WORK ORDER
Repeat the material exactly from its first line to the line that includes "0 #bda39a) drop-shadow(-2px". Skip pictures.

#### SOURCE DATA

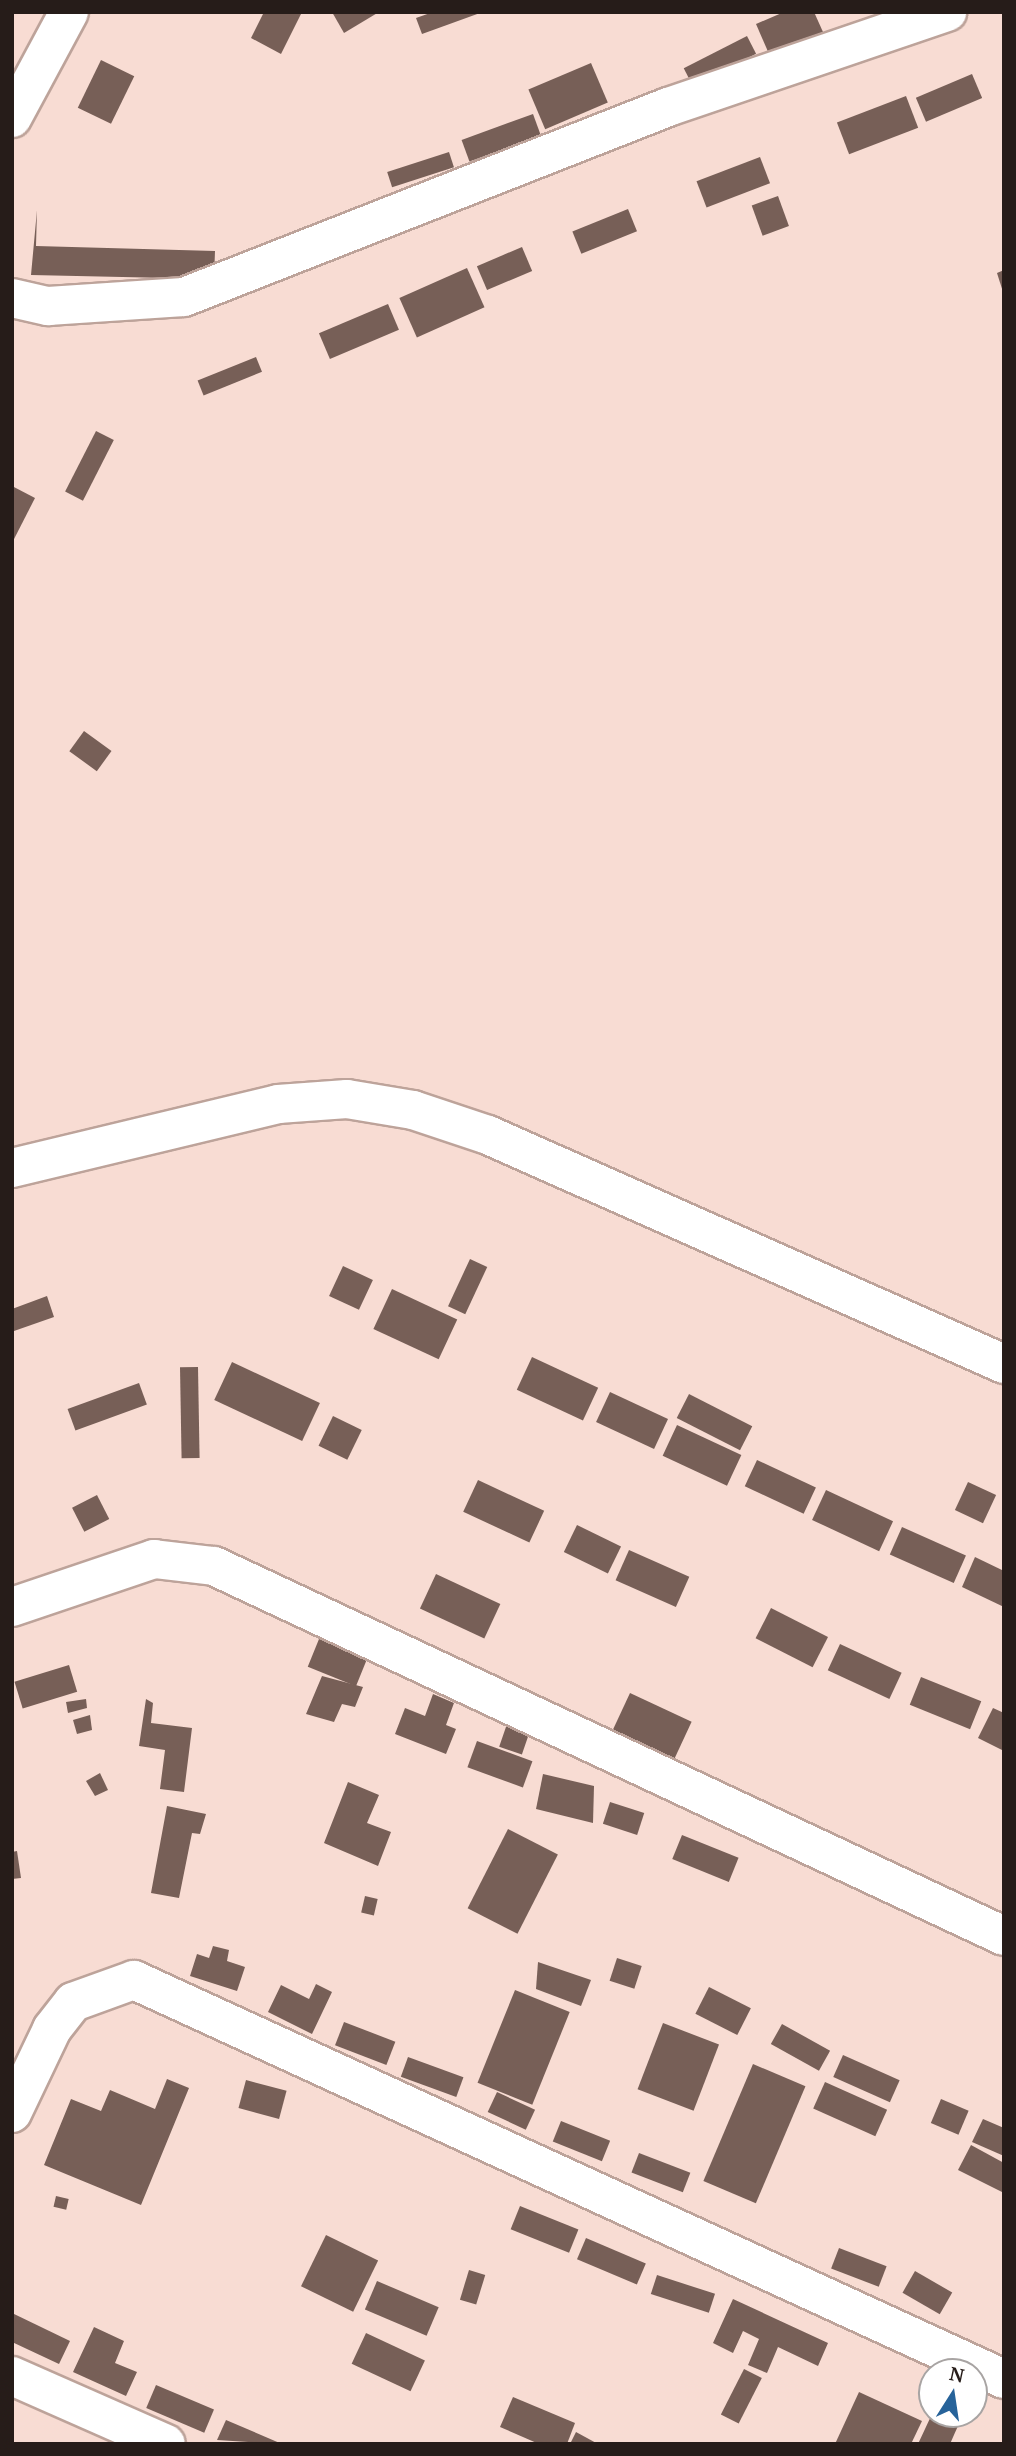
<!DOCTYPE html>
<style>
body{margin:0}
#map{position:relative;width:1016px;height:2456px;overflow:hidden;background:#f8dcd3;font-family:"PT Serif",serif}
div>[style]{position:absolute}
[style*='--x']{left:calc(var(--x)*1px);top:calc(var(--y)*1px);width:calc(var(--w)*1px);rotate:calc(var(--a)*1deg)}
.building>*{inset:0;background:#775f57;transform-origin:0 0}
.roads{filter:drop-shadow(2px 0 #bda39a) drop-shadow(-2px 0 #bda39a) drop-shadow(0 2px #bda39a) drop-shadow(0 -2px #bda39a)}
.minor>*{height:38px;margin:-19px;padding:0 19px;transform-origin:19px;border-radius:19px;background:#fff}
span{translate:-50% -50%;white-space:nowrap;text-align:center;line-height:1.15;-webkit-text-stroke:7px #fff;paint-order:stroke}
.frame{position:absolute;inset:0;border:14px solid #261c19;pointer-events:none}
.north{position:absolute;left:918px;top:2358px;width:70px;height:70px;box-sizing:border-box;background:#fff;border:2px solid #a8a4a3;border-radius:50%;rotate:12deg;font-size:19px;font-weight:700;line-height:28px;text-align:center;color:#261c19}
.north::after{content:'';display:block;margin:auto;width:24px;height:32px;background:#27639a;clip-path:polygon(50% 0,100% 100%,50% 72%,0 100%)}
</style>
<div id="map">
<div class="building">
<i style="clip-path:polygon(264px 12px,302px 12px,281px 54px,251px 38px)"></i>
<i style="clip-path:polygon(332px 12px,379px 12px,344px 33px)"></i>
<i style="clip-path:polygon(433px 12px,480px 12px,480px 13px,422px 34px,416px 18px)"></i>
<i style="clip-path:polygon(784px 12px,814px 12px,823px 32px,769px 54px,756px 24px)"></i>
<i style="left:747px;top:36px;width:20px;height:71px;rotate:63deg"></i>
<i style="left:101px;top:60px;width:37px;height:53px;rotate:26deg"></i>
<i style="left:591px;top:63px;width:43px;height:68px;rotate:67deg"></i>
<i style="left:972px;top:74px;width:26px;height:61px;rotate:67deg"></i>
<i style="left:906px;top:96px;width:34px;height:74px;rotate:69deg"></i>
<i style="left:533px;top:114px;width:23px;height:76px;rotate:70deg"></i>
<i style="left:449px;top:152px;width:16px;height:65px;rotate:72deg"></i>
<i style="left:760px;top:157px;width:28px;height:68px;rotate:69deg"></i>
<i style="left:778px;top:196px;width:32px;height:28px;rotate:70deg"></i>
<i style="left:628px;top:209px;width:24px;height:60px;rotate:68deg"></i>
<i style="clip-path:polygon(37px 210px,36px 246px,215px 251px,214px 279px,31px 275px)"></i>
<i style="left:522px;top:247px;width:26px;height:49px;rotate:67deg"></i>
<i style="left:467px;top:268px;width:43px;height:74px;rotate:66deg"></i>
<i style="clip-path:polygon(1004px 270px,1004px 291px,1003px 292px,997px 273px)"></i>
<i style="left:388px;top:304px;width:28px;height:75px;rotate:67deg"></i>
<i style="left:256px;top:357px;width:16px;height:63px;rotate:68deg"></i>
<i style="left:96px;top:431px;width:20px;height:68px;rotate:27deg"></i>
<i style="clip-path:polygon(12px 486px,35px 498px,12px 543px)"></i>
<i style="left:84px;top:731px;width:34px;height:25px;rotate:36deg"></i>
<i style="left:470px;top:1259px;width:19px;height:52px;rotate:25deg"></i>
<i style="left:343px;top:1266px;width:33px;height:33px;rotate:25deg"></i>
<i style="left:392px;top:1289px;width:72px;height:44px;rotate:25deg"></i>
<i style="clip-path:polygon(47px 1296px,54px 1317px,14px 1331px,12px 1309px)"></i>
<i style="left:532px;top:1357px;width:73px;height:36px;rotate:25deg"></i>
<i style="left:232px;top:1362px;width:97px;height:42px;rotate:25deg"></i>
<i style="left:198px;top:1367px;width:91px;height:18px;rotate:89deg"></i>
<i style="left:139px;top:1383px;width:23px;height:76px;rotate:70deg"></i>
<i style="left:610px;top:1392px;width:64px;height:33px;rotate:25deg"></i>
<i style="left:689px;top:1394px;width:71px;height:27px;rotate:27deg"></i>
<i style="left:333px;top:1416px;width:32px;height:33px;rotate:26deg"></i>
<i style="left:677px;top:1425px;width:71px;height:34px;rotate:25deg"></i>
<i style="left:757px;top:1460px;width:65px;height:29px;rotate:25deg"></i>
<i style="left:478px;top:1480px;width:73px;height:35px;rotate:25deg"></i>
<i style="left:968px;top:1482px;width:31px;height:31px;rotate:25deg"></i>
<i style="left:826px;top:1490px;width:74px;height:33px;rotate:25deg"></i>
<i style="left:97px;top:1495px;width:27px;height:28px;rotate:63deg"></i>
<i style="left:577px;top:1525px;width:49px;height:30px;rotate:26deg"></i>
<i style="left:902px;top:1527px;width:70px;height:30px;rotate:24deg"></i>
<i style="left:629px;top:1550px;width:66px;height:33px;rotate:24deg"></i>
<i style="clip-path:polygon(975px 1557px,1004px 1571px,1004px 1607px,962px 1587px)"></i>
<i style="left:436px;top:1574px;width:71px;height:38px;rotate:25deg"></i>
<i style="left:771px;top:1608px;width:64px;height:34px;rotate:27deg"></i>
<i style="left:319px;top:1639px;width:52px;height:30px;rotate:22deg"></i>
<i style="left:840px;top:1644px;width:68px;height:29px;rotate:25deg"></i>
<i style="left:69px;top:1665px;width:28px;height:57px;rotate:73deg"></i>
<i style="clip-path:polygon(322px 1676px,363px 1687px,355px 1707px,342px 1704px,334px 1722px,306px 1714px)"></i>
<i style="left:921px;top:1677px;width:65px;height:30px;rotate:22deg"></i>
<i style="left:630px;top:1693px;width:68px;height:41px;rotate:25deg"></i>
<i style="clip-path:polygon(433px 1694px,454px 1703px,446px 1725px,456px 1729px,446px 1754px,395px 1734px,405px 1708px,425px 1716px)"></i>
<i style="clip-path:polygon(86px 1699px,87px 1708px,68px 1713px,66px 1702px)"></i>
<i style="clip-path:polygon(146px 1699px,153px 1703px,151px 1723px,192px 1728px,184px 1792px,160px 1789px,165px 1750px,139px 1746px)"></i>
<i style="clip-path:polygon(993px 1708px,1004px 1713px,1004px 1751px,978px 1738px)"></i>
<i style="clip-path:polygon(90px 1715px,92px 1730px,77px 1734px,73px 1720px)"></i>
<i style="left:507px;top:1724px;width:24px;height:24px;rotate:19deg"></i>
<i style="left:477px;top:1741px;width:59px;height:28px;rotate:20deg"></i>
<i style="clip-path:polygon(100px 1773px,108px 1790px,95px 1796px,86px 1781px)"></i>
<i style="clip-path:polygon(543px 1774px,594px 1786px,593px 1823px,536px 1809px)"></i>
<i style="clip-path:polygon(348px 1782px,379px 1795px,367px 1823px,391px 1832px,378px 1866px,324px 1843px)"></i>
<i style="left:610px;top:1802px;width:36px;height:23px;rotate:18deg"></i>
<i style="clip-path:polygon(167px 1806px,206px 1814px,200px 1834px,192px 1833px,179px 1898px,151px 1893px)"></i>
<i style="left:508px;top:1829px;width:56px;height:89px;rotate:27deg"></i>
<i style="left:682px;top:1835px;width:61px;height:26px;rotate:22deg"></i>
<i style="clip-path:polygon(17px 1851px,21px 1878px,12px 1879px,12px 1852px)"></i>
<i style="left:365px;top:1896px;width:13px;height:17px;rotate:13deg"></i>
<i style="clip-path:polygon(213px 1946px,229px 1950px,227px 1961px,245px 1967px,237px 1991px,190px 1976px,197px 1954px,209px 1958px)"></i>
<i style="left:617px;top:1958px;width:26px;height:24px;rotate:18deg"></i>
<i style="clip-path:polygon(538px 1962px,591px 1980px,581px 2006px,536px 1989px)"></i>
<i style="clip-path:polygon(316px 1984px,332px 1992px,312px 2034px,268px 2012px,281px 1985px,309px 1999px)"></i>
<i style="left:709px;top:1987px;width:47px;height:30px;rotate:27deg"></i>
<i style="left:515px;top:1990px;width:59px;height:100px;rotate:22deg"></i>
<i style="left:344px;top:2022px;width:55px;height:25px;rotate:21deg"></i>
<i style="left:663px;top:2023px;width:60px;height:71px;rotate:21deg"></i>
<i style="left:782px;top:2024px;width:55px;height:23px;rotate:29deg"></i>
<i style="left:843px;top:2055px;width:62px;height:24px;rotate:24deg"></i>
<i style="left:408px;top:2057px;width:59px;height:21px;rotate:20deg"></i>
<i style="left:753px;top:2064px;width:57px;height:127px;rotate:23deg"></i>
<i style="clip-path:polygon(167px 2079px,189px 2088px,141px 2205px,44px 2165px,71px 2099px,101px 2111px,110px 2090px,155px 2109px)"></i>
<i style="left:246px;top:2080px;width:42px;height:29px;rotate:15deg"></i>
<i style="left:825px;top:2082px;width:68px;height:29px;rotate:24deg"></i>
<i style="left:497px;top:2092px;width:42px;height:22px;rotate:25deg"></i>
<i style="left:941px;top:2099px;width:30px;height:26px;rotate:23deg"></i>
<i style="clip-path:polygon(983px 2119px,1004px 2128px,1004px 2156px,972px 2142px)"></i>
<i style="left:561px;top:2121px;width:53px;height:22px;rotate:22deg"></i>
<i style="clip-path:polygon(971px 2145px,1004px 2163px,1002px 2192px,958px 2170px)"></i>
<i style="left:639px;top:2153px;width:55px;height:21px;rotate:21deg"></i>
<i style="left:56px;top:2196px;width:13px;height:11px;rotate:13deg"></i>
<i style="left:520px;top:2206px;width:63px;height:25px;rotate:22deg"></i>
<i style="left:326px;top:2235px;width:58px;height:57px;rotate:26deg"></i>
<i style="left:586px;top:2238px;width:65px;height:23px;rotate:23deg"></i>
<i style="left:839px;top:2248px;width:51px;height:22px;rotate:21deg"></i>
<i style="left:469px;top:2270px;width:17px;height:31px;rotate:17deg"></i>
<i style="left:915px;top:2271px;width:43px;height:25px;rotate:30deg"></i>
<i style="left:657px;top:2275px;width:61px;height:20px;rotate:18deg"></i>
<i style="left:377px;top:2281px;width:67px;height:31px;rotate:23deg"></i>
<i style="clip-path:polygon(733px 2299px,828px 2343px,818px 2366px,778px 2347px,767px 2373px,748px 2365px,759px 2339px,743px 2331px,733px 2353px,713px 2343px)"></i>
<i style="clip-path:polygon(12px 2313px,70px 2341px,59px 2364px,12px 2342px)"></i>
<i style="clip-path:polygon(94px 2327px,124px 2341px,115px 2363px,137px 2372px,126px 2396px,73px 2372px)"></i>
<i style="left:366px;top:2333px;width:65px;height:34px;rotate:25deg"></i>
<i style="left:744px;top:2369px;width:20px;height:51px;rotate:27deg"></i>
<i style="left:156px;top:2385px;width:63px;height:25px;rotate:23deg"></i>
<i style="clip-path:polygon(859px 2392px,922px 2421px,911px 2444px,835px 2444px)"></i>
<i style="clip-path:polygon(513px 2397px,575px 2423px,567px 2444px,539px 2444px,500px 2427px)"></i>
<i style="clip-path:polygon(932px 2414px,961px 2419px,950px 2444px,918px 2444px)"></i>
<i style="clip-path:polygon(226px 2420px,282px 2444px,217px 2440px)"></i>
<i style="clip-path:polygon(576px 2432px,598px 2444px,570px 2444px)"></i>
</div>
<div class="roads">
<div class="minor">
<i style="--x:12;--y:118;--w:120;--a:-61.7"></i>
<i style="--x:12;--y:298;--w:37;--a:13"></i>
<i style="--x:48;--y:306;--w:136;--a:-3.8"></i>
<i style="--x:184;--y:297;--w:520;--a:-21.43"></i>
<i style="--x:668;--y:107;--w:295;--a:-18.8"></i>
<i style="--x:12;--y:1168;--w:274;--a:-13.5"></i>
<i style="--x:278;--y:1104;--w:69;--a:-4.1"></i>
<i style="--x:347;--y:1099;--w:67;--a:9.5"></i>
<i style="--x:413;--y:1110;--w:79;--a:18.4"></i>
<i style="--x:488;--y:1135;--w:565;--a:23.93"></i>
<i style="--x:12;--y:1607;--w:150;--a:-18.7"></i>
<i style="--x:154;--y:1559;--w:60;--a:6.7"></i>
<i style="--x:214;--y:1566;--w:872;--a:25.1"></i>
<i style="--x:12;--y:2113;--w:93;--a:-64.5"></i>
<i style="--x:52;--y:2029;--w:34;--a:-52"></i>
<i style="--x:73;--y:2002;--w:65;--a:-19.8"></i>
<i style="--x:134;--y:1980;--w:957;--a:24.64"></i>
<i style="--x:12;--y:2376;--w:168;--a:23.8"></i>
</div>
</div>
<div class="frame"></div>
<div class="north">N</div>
</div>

########

EXERCISE ANSWER
<!DOCTYPE html>
<style>
body{margin:0}
#map{position:relative;width:1016px;height:2456px;overflow:hidden;background:#f8dcd3;font-family:"PT Serif",serif}
div>[style]{position:absolute}
[style*='--x']{left:calc(var(--x)*1px);top:calc(var(--y)*1px);width:calc(var(--w)*1px);rotate:calc(var(--a)*1deg)}
.building>*{inset:0;background:#775f57;transform-origin:0 0}
.roads{filter:drop-shadow(2px 0 #bda39a) drop-shadow(-2px 0 #bda39a) drop-shadow(0 2px #bda39a) drop-shadow(0 -2px #bda39a)}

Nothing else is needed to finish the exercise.